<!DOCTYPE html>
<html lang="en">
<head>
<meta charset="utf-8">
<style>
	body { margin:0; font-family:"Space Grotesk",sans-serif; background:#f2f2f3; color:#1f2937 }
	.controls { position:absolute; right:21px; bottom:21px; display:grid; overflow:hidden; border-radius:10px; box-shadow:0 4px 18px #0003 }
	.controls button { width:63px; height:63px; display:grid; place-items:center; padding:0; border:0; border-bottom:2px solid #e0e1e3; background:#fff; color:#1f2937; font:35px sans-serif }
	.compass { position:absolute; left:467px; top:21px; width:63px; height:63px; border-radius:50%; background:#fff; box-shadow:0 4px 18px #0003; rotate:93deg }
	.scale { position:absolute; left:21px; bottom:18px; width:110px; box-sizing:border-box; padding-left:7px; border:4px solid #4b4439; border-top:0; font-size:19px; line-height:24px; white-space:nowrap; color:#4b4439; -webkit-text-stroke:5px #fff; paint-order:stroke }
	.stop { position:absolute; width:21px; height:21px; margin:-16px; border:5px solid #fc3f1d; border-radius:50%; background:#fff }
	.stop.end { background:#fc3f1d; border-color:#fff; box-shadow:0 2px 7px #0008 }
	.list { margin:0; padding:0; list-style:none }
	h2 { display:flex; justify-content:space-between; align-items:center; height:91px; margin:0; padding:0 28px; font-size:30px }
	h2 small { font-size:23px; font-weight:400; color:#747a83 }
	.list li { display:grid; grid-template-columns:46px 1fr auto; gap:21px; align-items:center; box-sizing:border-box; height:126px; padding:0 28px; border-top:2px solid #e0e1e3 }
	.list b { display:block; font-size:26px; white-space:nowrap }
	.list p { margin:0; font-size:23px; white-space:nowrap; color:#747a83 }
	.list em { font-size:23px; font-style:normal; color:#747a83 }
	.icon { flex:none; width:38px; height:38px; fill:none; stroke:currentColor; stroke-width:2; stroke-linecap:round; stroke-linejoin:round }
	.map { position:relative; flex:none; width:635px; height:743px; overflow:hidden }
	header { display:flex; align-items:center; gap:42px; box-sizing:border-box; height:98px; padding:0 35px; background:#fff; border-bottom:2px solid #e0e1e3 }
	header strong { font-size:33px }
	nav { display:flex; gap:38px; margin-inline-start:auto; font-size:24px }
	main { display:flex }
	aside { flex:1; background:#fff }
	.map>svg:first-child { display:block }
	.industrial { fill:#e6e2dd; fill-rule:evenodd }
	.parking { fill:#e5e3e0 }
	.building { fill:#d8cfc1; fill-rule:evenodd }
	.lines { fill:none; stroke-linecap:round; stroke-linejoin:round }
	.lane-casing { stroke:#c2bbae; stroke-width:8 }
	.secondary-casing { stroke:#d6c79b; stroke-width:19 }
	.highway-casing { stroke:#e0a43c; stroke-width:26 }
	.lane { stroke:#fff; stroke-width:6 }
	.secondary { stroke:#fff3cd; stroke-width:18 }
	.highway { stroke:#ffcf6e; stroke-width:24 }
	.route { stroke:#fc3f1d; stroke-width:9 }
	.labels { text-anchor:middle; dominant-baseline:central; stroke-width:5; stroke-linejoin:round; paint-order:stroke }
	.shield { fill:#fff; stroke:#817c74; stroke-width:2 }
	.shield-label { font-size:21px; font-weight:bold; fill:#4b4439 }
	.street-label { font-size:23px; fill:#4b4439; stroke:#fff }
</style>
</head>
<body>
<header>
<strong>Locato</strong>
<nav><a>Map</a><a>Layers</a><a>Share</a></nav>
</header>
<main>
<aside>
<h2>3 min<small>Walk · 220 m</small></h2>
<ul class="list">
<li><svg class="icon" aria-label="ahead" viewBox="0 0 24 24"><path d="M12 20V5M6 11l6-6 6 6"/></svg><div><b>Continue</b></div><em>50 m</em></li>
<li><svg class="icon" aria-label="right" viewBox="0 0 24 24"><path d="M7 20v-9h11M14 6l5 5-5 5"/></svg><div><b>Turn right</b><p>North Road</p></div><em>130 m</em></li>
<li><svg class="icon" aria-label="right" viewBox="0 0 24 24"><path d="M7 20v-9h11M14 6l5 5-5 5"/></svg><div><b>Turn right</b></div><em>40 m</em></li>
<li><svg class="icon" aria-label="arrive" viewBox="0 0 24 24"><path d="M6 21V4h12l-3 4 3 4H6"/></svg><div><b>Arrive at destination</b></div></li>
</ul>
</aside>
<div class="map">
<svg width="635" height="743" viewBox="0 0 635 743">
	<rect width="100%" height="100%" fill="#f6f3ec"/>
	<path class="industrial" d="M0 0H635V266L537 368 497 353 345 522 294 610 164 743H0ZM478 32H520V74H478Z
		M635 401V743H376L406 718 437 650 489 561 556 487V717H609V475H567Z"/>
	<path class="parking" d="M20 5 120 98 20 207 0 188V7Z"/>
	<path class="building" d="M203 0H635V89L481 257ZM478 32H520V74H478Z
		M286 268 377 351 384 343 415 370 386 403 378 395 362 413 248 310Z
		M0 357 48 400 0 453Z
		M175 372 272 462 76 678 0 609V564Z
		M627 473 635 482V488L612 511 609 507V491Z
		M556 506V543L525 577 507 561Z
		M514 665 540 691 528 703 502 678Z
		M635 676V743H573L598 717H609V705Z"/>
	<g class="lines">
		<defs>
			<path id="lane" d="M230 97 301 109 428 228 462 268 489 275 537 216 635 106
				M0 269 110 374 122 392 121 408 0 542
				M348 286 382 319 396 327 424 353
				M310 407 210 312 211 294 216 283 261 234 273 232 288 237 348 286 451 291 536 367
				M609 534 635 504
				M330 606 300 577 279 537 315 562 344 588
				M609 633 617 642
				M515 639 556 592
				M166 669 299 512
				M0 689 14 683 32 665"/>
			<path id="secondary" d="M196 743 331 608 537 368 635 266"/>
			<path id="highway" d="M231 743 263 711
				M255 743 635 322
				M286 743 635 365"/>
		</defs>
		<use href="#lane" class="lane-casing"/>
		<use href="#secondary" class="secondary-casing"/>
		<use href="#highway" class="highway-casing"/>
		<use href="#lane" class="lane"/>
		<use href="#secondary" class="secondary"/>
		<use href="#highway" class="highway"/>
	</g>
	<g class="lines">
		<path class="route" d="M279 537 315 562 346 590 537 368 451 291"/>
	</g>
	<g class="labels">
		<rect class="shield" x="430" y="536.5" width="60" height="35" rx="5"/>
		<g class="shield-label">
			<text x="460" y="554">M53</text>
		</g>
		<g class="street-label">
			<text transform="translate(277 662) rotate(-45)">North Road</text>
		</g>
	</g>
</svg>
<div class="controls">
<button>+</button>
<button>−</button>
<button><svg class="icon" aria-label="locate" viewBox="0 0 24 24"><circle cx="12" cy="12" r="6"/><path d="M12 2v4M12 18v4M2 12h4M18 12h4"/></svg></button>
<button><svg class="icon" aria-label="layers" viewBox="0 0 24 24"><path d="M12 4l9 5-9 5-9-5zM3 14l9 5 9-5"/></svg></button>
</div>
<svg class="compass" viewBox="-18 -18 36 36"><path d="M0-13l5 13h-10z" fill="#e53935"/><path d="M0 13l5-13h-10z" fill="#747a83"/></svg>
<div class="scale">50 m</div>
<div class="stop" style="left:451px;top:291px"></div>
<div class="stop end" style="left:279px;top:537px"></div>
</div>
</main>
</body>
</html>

* * *

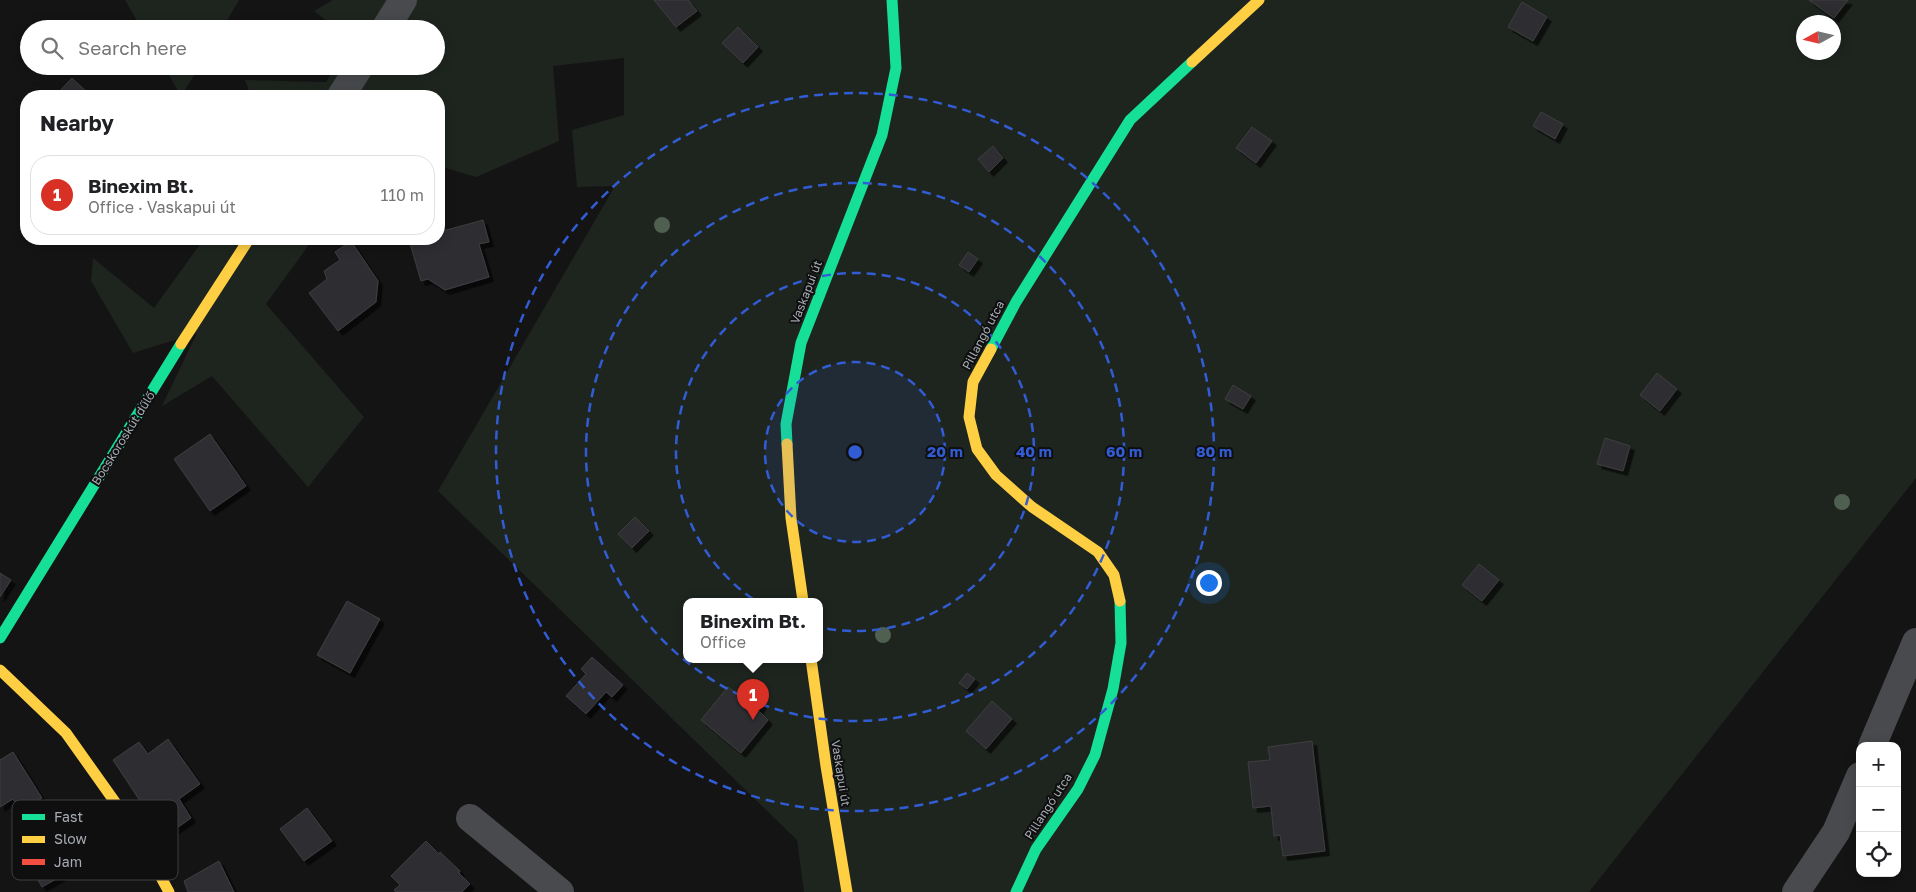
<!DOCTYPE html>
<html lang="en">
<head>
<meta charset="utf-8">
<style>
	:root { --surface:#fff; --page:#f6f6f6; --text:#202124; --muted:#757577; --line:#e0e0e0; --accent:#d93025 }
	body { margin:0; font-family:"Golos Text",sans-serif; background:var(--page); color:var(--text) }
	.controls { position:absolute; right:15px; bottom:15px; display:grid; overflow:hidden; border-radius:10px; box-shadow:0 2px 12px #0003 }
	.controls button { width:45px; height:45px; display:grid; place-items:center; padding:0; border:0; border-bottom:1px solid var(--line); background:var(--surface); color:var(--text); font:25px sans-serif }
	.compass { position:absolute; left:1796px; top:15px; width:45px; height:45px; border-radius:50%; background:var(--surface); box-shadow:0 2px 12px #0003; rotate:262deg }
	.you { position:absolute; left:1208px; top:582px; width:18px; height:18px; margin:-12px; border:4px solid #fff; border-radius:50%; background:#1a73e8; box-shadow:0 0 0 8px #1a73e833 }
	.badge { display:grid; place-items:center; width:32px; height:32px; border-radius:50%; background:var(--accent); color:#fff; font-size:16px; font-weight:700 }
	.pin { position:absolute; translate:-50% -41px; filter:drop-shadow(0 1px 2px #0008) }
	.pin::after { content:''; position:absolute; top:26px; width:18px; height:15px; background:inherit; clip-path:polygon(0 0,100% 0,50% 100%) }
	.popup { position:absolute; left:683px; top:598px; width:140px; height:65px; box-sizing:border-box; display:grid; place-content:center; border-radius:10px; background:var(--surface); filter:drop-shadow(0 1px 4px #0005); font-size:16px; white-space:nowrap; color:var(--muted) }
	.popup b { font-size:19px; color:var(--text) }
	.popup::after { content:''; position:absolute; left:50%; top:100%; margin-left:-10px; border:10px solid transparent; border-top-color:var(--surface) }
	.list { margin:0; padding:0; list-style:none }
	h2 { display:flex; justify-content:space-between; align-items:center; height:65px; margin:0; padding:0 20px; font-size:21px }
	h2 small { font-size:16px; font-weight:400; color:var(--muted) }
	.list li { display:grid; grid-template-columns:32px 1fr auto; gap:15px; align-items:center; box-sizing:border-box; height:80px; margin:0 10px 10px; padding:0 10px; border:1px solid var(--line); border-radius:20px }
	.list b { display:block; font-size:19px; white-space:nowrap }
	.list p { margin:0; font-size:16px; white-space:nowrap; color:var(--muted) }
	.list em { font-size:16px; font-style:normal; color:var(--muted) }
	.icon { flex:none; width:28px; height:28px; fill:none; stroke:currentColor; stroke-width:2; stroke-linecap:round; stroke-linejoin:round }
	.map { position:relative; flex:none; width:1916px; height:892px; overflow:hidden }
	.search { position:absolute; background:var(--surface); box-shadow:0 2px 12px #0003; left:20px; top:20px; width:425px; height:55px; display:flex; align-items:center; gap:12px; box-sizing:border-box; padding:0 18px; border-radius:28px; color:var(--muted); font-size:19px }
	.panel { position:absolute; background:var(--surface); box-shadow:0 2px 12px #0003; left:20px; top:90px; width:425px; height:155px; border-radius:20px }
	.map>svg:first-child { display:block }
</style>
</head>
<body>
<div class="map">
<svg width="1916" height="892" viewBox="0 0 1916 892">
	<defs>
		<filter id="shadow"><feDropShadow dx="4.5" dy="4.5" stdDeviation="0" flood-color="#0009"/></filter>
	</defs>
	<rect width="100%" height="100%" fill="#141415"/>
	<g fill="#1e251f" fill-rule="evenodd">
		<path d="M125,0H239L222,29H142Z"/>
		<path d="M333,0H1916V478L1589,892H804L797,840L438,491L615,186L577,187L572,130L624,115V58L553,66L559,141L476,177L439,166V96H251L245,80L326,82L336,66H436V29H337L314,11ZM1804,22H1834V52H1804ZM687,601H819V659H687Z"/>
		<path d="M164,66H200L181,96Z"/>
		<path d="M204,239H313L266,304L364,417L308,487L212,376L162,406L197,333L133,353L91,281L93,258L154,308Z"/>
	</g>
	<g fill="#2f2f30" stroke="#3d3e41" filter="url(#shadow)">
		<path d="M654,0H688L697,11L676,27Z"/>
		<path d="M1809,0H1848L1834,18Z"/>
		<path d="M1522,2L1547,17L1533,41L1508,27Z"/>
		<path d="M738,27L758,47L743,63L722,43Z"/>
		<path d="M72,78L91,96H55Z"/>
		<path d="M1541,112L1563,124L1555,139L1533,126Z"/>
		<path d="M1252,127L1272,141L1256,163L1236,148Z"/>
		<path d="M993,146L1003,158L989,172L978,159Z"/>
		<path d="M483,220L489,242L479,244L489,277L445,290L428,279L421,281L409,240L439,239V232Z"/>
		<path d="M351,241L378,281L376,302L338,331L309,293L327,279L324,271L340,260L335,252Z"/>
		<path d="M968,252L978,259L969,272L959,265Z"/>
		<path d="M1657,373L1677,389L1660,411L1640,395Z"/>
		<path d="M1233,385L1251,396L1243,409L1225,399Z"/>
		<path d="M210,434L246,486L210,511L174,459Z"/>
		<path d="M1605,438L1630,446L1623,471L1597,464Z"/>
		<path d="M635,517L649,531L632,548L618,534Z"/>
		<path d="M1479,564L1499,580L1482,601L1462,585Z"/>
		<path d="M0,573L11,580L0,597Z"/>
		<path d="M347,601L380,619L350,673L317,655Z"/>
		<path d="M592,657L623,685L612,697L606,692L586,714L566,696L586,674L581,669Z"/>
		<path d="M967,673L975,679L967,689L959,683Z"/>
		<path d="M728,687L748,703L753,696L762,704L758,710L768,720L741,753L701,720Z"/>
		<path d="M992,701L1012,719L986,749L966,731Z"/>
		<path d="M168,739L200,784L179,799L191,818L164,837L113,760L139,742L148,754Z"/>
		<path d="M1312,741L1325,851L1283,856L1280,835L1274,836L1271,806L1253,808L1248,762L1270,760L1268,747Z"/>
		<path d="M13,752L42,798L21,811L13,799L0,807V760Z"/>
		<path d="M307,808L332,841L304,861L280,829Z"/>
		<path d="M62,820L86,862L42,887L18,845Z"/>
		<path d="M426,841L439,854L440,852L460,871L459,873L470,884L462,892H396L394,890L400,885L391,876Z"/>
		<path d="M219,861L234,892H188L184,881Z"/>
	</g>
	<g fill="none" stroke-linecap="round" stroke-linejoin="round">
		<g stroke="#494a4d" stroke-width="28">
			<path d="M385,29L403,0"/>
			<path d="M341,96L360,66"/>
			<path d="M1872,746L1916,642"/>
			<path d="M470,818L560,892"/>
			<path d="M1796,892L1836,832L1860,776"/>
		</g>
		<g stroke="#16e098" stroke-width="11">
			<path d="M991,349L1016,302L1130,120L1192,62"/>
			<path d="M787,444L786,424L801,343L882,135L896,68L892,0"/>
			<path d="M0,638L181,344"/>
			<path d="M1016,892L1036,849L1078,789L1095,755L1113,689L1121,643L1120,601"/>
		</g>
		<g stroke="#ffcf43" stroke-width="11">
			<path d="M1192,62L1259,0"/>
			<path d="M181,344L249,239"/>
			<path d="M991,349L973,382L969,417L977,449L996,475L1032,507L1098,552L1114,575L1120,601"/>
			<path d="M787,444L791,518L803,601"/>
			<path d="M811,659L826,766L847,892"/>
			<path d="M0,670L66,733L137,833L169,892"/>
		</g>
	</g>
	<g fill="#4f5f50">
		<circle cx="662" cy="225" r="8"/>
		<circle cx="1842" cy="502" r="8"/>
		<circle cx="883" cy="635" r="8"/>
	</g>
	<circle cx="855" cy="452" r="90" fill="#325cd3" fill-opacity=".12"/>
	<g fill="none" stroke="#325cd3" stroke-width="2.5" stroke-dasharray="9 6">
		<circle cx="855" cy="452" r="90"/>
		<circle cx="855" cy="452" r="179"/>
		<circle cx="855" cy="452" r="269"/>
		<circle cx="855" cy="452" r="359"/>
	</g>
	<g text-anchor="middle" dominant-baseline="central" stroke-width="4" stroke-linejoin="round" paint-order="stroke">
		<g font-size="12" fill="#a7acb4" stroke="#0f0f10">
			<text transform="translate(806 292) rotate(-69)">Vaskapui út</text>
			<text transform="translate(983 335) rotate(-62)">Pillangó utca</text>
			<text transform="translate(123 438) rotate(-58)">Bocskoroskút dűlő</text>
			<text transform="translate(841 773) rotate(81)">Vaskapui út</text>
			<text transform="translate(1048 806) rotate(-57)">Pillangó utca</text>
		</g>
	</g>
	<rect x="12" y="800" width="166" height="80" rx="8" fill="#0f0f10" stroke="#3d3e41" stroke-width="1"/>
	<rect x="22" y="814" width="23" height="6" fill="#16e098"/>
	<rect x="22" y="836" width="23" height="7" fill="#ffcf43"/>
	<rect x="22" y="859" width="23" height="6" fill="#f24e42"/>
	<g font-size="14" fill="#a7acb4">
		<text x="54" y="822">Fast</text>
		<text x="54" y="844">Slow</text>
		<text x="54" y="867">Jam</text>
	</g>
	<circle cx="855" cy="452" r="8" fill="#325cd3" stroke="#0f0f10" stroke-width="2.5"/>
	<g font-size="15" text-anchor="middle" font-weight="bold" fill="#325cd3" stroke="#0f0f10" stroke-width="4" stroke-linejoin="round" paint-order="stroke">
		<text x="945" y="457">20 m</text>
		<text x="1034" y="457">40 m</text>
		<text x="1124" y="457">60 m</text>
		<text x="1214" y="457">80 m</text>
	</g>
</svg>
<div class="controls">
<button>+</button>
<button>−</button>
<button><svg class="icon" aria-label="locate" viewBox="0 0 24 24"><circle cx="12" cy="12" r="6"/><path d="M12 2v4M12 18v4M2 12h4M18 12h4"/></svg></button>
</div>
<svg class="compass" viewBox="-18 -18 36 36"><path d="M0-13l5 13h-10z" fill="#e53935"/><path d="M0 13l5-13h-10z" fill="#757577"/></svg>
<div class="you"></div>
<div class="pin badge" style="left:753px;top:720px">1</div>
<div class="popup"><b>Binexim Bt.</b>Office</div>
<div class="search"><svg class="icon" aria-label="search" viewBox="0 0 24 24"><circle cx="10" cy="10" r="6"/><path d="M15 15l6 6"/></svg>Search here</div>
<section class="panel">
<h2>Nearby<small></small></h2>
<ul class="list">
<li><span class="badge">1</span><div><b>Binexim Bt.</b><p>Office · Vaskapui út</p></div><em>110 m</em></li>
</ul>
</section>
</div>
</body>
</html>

▸ **Exercise directions**: Read through the entries and copy every line that includes "scale".

▸ **Response to this task**:
	.scale { position:absolute; left:21px; bottom:18px; width:110px; box-sizing:border-box; padding-left:7px; border:4px solid #4b4439; border-top:0; font-size:19px; line-height:24px; white-space:nowrap; color:#4b4439; -webkit-text-stroke:5px #fff; paint-order:stroke }
<div class="scale">50 m</div>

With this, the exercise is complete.